Vertex AI Custom Job

The Vertex AI Custom Job job type submits a containerised training job to Google Vertex AI via POST projects/{project}/locations/{location}/customJobs. The template Custom Job (used to seed compute spec) is identified by its resource name — Polysync stores projects/{project}/locations/{location}/customJobs/{jobId} in the Job's External Id.

This job type is supported on the Google Vertex AI platform.

Required job fields

  • External Id — the template Vertex AI Custom Job resource name.
  • Job TypeVertex AI Custom Job (set automatically on import).

Compute & container spec (stored as job attributes from the template): Machine Type, Container Image URI, Replica Count, optional accelerator settings.

Job discovery

GET projects/{project}/locations/{location}/customJobs?pageSize=100

(paginated via pageToken). Each Custom Job's compute spec (machineType, containerUri, replicaCount, accelerators) is captured as job attributes for re-use.

Parameter handling

Input + Input&Output parameters are sent as container environment variables on the worker pool's containerSpec:

{
  "displayName": "<polysync-name>_<timestamp>",
  "jobSpec": {
    "workerPoolSpecs": [
      {
        "replicaCount": <int>,
        "machineSpec": {
          "machineType": "<from-attribute>",
          "acceleratorType":  "<optional>",
          "acceleratorCount": <optional>
        },
        "containerSpec": {
          "imageUri": "<from-attribute>",
          "env": [
            { "name": "<param>", "value": "<typed-value-as-string>" }
          ]
        }
      }
    ]
  }
}
Direction Sent as container env Updated from response
Input
Output (not supported)
Input&Output (not supported)

Output parameters are not supported. Persist training outputs to GCS or the Vertex AI Model Registry.

Execution flow

  1. Polysync POSTs the body above; the new job's full resource name becomes the Polysync RunId.

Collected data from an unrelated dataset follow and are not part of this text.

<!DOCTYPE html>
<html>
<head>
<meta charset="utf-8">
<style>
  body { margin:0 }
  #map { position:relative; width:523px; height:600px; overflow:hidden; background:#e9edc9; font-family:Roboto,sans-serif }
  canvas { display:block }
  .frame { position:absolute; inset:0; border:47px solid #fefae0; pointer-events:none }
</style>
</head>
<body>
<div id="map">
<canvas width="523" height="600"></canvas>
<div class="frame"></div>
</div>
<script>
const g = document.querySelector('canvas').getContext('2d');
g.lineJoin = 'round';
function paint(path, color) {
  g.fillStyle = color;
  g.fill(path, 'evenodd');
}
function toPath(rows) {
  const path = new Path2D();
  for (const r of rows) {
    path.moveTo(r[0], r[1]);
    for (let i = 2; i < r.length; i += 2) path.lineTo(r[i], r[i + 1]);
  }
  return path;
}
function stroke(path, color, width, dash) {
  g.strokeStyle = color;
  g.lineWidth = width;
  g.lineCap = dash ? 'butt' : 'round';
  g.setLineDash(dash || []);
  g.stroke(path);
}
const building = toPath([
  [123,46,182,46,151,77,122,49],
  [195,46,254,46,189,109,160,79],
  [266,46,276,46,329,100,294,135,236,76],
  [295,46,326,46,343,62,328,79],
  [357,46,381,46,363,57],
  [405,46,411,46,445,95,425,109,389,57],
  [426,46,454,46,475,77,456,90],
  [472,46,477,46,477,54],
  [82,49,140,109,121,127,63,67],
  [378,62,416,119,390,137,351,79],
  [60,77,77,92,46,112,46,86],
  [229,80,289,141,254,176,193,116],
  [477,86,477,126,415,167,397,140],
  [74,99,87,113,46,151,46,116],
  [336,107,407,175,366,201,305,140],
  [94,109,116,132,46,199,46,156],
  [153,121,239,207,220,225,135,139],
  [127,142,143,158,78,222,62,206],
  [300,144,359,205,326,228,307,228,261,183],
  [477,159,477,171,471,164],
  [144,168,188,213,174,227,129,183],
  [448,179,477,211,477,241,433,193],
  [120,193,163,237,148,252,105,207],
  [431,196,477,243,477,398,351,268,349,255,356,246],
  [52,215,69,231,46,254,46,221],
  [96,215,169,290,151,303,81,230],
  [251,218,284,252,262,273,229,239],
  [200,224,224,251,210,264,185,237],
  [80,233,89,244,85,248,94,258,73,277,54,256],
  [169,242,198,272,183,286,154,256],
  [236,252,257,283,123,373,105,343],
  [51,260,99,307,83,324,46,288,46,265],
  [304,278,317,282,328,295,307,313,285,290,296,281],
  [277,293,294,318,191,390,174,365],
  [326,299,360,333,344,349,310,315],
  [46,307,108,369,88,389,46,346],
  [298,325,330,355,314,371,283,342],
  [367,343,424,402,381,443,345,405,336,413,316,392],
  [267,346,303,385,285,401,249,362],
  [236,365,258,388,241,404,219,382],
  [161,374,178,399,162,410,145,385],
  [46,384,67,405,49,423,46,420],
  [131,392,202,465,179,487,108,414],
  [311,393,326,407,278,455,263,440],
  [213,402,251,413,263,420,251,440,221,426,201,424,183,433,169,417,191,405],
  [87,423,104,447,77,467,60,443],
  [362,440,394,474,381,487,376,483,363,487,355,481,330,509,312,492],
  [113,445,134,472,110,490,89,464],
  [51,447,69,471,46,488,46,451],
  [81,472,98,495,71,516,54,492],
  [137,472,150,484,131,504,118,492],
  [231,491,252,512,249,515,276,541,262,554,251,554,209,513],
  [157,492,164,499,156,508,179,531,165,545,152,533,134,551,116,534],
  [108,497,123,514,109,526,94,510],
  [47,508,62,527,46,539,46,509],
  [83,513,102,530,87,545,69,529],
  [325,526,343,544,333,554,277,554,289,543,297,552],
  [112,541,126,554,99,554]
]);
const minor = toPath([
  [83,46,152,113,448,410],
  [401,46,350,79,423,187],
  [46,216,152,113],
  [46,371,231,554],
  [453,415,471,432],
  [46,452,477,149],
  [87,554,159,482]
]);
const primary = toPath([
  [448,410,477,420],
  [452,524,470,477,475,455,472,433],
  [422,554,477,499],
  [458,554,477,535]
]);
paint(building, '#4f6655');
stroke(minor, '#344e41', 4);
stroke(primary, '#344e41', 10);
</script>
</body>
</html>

  2. Status is polled via GET projects/{project}/locations/{location}/customJobs/{jobId} and decoded from state:

    Vertex AI state Polysync status
    JOB_STATE_SUCCEEDED Success
    JOB_STATE_FAILED / JOB_STATE_EXPIRED Failed
    JOB_STATE_RUNNING / JOB_STATE_QUEUED / JOB_STATE_PENDING / JOB_STATE_PAUSED Running
    JOB_STATE_CANCELLING Running
    JOB_STATE_CANCELLED Cancelled
    (other) Unknown
  3. Cancel is supported via POST {resourceName}:cancel.

Monitor URL

https://console.cloud.google.com/vertex-ai/locations/{location}
  /training/{jobId}?project={projectId}

Best practices

  • Pre-build a single template Custom Job per training workload and let Polysync clone it per execution — keeps compute spec consistent.
  • Read parameter values inside the container with os.environ and type-cast as needed (env vars are always strings).
  • For long-running training, set scheduling.timeout on the template to bound runtime.

Troubleshooting

  • PERMISSION_DENIED on submit — the runtime identity lacks Vertex AI User or the worker SA isn't permitted to pull the container image.
  • Job stays JOB_STATE_QUEUED for a long time — accelerator quota in the region is exhausted; switch region or request quota.